Stocks surge to new highs for 2023: right again

Stock market makes new highs, DJIA crosses 37,000:

Looks like I was right yet again to buy the dips and to hold. For 2023, I rolled over my 2022 market and economic predictions, meaning I changed nothing. And sure enough, 2023 has been one of the biggest years ever.

Here is what I wrote:

-I am going to rollover my 2022 economics forecasts, meaning that my 2023 forecasts are unchanged from 2022. Inflation will subside, but this is not saying much. The stock market will likely go up if history is any guide. The last time the S&P 500 had two consecutive double-digit negative years was 2000-2002, so 22 years ago.

Inflation has subsided too: Slowing US inflation boosts hopes Fed done with rate hikes. 2023, in short, could not have gone better.

After all the pessimism in 2022 about inflation, rate hikes, weakness, etc. it’s nuts how fast the market recovered, and now making new highs as if all that old stuff last year a distant memory and irrelevant. It goes to show how it pays to ‘hodl’. Large companies more than ever are money-printing machines, whether in tech, retail, food, healthcare, etc. And that money goes to shareholders in the form of dividends, retained earnings, or buybacks.

To go off on a tangent, people complain about credentialism being an impediment to growth, but it evidently has not hurt big companies. Aggressively screening for degrees seems to be worth it. Given that labor is one of the biggest expenses for any business–hence why layoffs are the favored way for companies to quickly cut costs–if they could hire high school grads for those same roles, they surely would instead of having to pay the college wage premium. Same for ‘DEI’. It comes down, in the end, to profits, and large US companies sure seem to excel at making money, no matter what.

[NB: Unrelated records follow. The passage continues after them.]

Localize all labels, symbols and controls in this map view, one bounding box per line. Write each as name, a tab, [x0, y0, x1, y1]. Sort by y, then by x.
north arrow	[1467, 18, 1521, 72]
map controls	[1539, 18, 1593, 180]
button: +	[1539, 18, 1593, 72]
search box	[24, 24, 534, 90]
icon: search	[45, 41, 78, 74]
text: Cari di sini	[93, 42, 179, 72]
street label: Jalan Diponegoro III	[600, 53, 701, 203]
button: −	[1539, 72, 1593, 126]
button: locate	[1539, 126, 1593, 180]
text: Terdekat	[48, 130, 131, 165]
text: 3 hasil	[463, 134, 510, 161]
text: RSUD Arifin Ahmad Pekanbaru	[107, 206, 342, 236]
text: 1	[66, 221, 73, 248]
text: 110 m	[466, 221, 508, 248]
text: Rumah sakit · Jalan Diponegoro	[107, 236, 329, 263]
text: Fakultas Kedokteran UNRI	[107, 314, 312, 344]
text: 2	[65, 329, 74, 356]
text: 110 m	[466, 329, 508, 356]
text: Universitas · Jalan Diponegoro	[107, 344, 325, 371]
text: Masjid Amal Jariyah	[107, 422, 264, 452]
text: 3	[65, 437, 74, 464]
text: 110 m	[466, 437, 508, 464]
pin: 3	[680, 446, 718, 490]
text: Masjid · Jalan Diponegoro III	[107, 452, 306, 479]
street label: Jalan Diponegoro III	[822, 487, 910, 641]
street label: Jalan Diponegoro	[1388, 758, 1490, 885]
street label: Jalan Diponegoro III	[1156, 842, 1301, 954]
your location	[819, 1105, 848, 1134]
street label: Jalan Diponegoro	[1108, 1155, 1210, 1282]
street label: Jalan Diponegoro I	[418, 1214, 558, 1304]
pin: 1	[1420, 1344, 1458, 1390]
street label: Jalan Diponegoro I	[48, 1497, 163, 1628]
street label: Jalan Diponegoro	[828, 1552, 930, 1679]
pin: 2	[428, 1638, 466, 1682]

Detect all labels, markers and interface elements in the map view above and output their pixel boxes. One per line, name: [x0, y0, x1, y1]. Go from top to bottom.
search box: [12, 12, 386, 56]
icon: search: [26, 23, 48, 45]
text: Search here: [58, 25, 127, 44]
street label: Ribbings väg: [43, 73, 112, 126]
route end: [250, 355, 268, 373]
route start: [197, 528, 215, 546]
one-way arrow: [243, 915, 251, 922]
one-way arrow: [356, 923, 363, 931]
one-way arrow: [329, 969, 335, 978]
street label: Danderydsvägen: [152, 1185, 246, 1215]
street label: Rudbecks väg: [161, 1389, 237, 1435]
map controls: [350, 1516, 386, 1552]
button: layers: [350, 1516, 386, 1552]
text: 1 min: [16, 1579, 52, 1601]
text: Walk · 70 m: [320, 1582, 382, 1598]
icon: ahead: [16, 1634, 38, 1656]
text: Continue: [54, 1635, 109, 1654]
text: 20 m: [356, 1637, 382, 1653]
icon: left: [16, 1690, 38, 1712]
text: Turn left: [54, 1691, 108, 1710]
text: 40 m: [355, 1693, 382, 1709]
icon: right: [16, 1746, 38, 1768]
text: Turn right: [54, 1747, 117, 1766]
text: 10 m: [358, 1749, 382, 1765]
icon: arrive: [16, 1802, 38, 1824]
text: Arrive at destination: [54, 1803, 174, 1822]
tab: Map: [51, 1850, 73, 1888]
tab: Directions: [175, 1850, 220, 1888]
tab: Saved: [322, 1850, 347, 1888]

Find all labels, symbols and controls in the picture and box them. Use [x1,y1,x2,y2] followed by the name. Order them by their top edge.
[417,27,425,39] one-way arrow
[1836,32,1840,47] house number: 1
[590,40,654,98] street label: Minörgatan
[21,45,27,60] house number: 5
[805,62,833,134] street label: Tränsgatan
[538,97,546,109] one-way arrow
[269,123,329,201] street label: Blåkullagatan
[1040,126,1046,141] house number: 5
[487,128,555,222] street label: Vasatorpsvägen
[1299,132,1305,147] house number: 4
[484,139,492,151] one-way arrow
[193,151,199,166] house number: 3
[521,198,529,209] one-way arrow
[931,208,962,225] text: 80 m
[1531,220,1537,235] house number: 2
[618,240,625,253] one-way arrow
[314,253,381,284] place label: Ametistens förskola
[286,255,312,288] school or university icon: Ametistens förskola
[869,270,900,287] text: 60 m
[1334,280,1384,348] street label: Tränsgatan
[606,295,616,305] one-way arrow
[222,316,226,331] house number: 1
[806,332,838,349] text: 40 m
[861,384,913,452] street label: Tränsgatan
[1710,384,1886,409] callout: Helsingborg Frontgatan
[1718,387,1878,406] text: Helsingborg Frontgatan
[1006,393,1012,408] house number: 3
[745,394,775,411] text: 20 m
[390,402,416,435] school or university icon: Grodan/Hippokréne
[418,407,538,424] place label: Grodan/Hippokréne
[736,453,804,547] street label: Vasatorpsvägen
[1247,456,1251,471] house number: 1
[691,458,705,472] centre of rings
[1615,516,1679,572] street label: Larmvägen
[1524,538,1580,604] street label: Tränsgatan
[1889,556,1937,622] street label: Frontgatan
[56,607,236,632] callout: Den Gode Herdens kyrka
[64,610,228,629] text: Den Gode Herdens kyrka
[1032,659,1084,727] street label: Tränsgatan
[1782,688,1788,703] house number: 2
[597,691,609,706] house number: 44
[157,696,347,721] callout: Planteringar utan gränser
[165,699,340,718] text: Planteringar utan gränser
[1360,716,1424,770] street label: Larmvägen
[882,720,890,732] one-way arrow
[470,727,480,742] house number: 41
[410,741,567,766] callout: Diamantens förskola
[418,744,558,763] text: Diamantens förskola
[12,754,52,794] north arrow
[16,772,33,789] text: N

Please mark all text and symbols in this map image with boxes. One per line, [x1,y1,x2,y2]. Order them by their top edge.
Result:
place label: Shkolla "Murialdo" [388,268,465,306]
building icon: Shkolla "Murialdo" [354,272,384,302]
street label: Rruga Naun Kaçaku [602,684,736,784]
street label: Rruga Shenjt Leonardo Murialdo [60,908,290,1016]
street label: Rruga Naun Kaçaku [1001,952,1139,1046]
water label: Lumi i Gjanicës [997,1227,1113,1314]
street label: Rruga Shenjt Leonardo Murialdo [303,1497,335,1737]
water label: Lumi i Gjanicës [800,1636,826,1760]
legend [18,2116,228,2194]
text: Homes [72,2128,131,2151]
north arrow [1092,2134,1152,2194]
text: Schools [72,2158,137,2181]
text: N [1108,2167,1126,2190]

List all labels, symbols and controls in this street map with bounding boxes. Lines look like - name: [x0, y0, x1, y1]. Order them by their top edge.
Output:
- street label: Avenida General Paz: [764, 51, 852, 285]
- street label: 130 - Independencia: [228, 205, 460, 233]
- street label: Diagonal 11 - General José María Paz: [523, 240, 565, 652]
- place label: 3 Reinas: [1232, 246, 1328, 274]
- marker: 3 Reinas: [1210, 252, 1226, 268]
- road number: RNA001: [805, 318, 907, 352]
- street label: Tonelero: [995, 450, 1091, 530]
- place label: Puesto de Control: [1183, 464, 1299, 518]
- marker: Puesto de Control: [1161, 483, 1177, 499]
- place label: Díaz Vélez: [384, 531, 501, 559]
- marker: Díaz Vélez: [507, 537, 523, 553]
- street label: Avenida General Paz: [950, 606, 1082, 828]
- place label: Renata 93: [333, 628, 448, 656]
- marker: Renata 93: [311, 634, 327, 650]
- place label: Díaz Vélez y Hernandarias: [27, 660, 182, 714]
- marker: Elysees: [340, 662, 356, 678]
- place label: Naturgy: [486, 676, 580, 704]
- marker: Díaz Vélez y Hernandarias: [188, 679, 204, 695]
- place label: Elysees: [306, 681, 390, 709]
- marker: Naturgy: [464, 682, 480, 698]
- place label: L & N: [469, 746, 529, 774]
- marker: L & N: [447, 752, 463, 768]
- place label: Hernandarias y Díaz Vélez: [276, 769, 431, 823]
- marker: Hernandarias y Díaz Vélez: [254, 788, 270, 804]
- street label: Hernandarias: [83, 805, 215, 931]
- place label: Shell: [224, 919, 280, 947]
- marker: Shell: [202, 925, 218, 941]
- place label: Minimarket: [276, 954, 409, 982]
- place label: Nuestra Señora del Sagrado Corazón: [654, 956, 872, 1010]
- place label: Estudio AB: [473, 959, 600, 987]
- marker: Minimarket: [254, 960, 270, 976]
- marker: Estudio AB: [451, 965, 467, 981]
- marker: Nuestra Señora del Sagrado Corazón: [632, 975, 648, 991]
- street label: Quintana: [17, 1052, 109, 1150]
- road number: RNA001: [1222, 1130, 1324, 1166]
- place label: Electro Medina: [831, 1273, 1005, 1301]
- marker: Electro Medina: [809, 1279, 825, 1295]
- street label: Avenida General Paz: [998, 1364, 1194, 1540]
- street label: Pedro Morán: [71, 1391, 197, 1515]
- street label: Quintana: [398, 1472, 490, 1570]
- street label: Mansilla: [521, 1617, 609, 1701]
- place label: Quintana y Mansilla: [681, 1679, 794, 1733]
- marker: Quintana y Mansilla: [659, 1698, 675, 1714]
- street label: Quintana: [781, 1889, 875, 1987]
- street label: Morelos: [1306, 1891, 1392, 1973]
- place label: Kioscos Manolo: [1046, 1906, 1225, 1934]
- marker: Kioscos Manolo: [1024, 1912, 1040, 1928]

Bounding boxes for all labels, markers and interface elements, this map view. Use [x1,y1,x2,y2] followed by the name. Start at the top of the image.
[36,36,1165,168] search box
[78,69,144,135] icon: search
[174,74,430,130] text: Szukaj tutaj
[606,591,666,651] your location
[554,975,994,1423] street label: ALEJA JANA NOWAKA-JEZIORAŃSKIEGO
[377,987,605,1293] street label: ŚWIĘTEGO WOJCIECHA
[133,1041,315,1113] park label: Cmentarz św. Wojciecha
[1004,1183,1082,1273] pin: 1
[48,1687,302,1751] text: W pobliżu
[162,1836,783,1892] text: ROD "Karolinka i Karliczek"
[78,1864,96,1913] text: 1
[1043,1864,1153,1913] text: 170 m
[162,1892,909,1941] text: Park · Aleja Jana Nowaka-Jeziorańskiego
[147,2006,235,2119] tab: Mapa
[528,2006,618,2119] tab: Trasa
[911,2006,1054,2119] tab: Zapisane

An argument can be made that such companies are profitable in spite of those things, but I somewhat disagree. DEI, including token hires, are tiny relative to overall budgets and the workforce, but the positive PR makes it worthwhile. Given that Republicans only talk tough on wokeness but do not care or have no power in terms of policy–and dems obviously respond favorably–there is only upside (unless you totally screw up, like the Bud Light fiasco). Companies run A/B tests to optimize sales: Perhaps that despite only being 13% of the population, blacks having 70%+ representation in commercials/ads boosts sales, compared to that what is actually representative of the population.

We like to think we know what is best, but these people are experts at making money, and although they sometimes screw up–like with Target’s LGBT ads or Bud Light–they succeed more often than not, even when their choices or actions seem irrational to ‘us’ outsiders.